WHAT IS NEEDED
Copy each line of the following material that has the string "Input".

EXCERPTED DATA
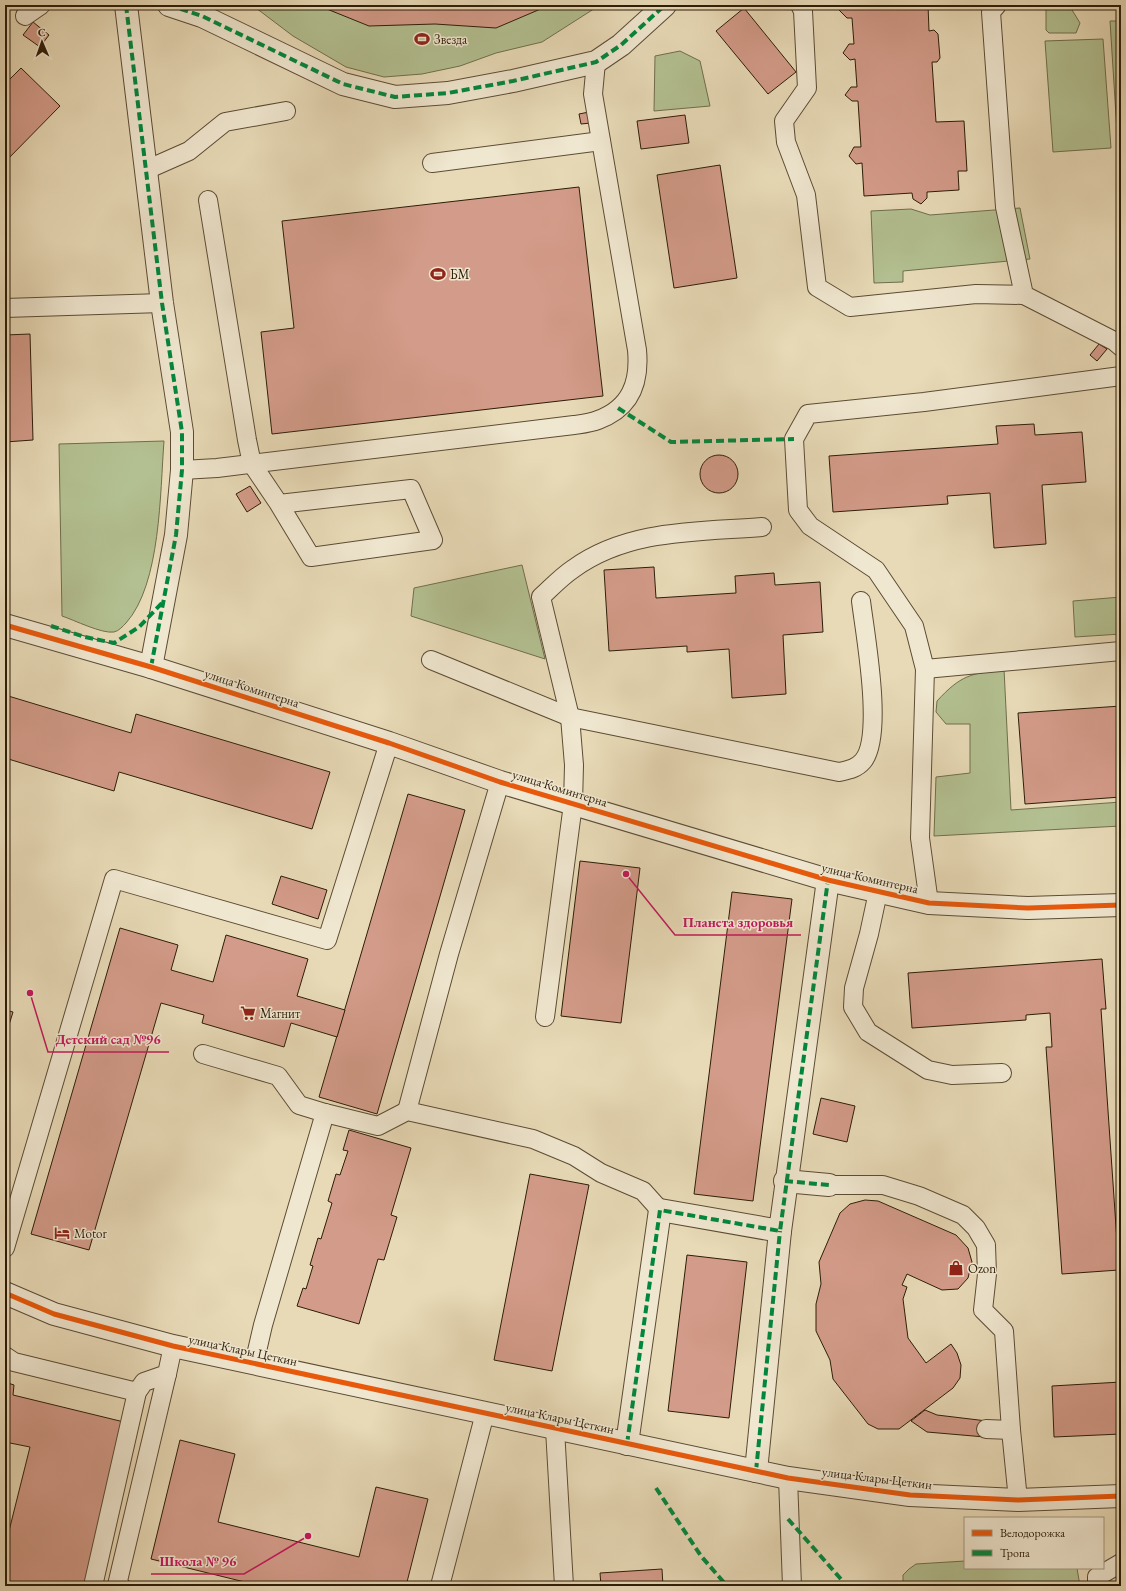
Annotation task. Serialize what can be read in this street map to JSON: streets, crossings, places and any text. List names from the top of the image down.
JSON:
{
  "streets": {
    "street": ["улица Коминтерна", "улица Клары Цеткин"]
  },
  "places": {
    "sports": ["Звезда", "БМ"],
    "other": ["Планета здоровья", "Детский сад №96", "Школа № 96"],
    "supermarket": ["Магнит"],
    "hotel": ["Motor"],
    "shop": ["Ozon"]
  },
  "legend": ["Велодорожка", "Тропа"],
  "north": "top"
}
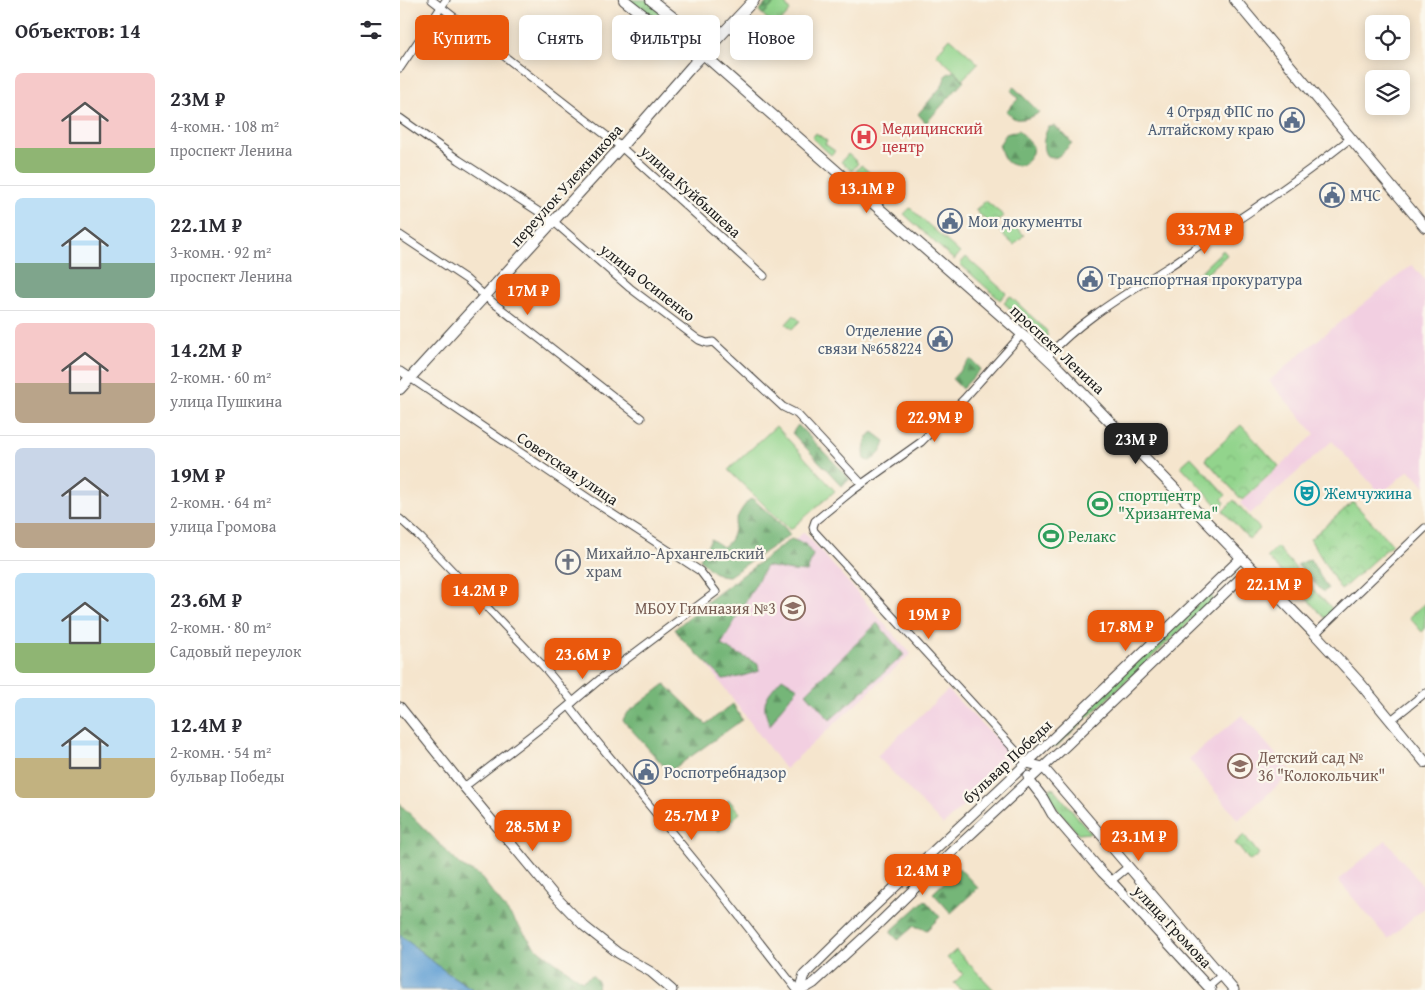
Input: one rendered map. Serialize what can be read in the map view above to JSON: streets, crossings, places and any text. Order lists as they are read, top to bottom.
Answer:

...

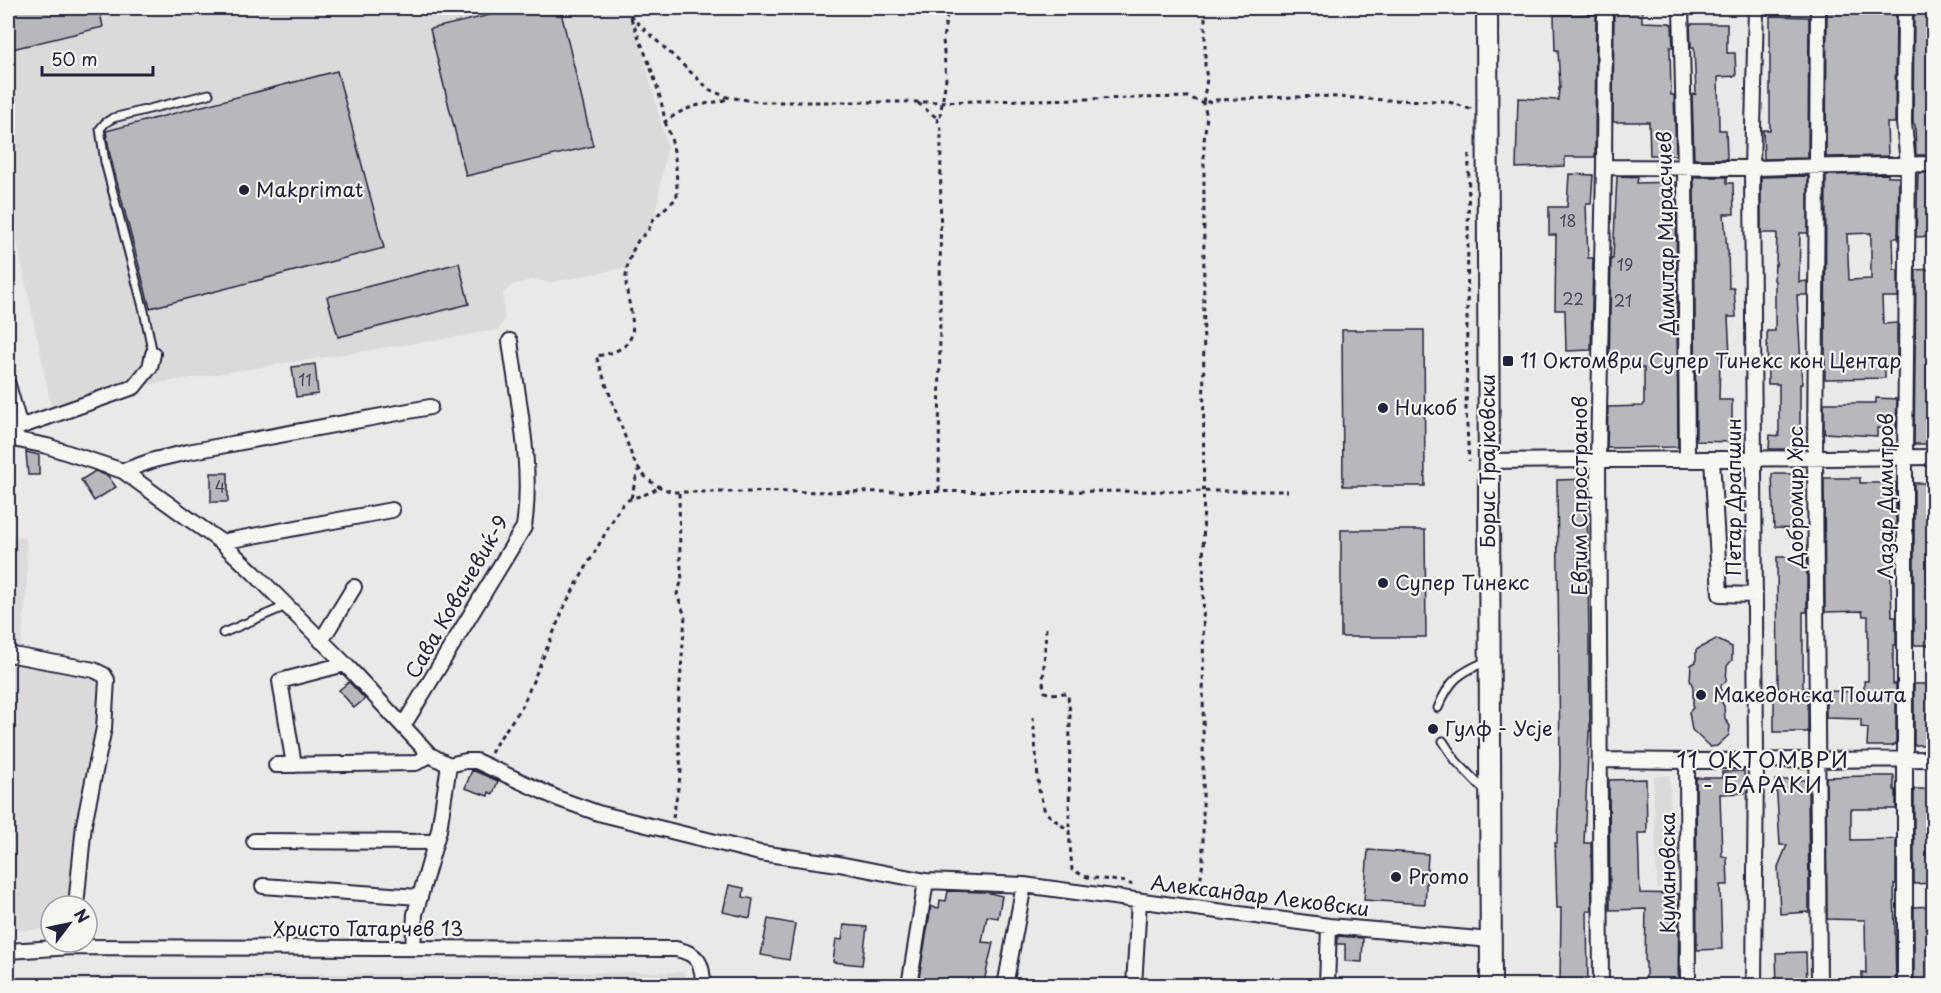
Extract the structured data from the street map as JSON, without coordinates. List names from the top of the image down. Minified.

==

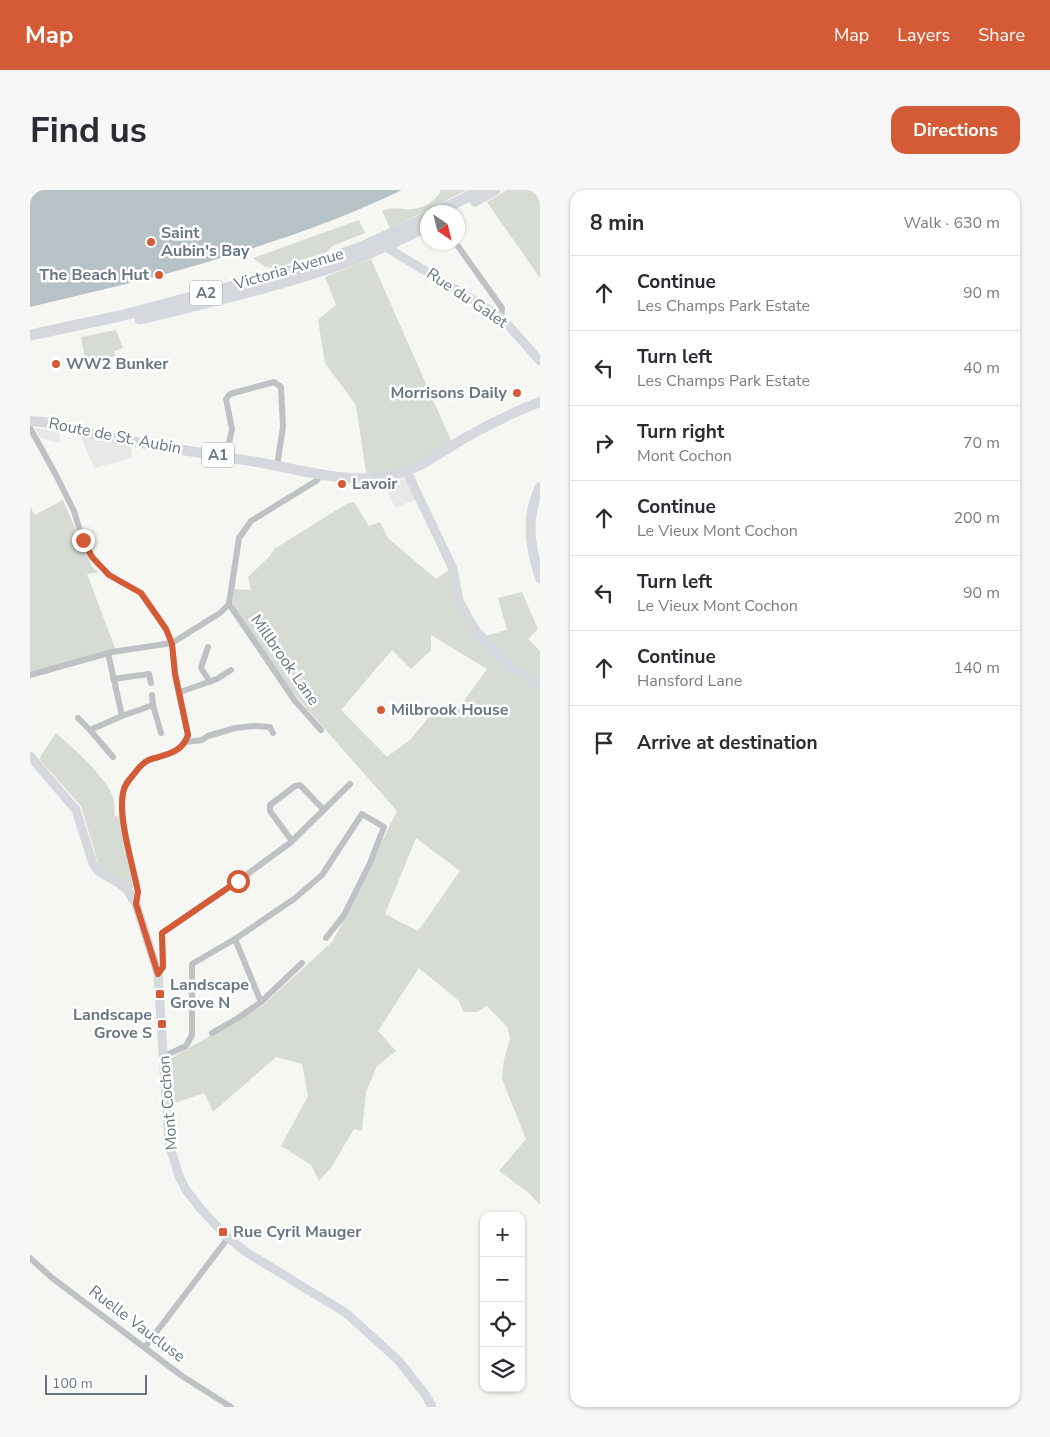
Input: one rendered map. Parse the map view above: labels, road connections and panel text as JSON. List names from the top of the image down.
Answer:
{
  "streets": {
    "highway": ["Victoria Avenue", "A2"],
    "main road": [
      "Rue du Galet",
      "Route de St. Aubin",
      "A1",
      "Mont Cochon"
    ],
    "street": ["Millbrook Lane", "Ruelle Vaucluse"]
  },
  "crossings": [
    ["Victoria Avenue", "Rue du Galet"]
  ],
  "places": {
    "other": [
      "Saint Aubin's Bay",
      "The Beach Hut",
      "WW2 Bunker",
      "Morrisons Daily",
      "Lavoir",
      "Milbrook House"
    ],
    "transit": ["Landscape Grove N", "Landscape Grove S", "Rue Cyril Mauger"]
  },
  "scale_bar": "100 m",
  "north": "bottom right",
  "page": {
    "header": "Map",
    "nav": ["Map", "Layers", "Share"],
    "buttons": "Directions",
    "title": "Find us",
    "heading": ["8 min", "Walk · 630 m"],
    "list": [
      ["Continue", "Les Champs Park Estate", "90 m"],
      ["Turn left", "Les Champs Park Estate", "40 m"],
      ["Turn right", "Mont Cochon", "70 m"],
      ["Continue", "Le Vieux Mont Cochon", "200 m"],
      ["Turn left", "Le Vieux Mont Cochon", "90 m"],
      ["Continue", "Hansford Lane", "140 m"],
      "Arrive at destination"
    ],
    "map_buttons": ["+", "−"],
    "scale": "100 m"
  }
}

FINISHED EXERCISE
Input: one rendered map. Serialize what can be read in the map view above to JSON: streets, crossings, places and any text. Order lists as they are read, top to bottom.
Input: one rendered map. Parse the map view above: labels, road connections and panel text as JSON. List names from the top of the image down.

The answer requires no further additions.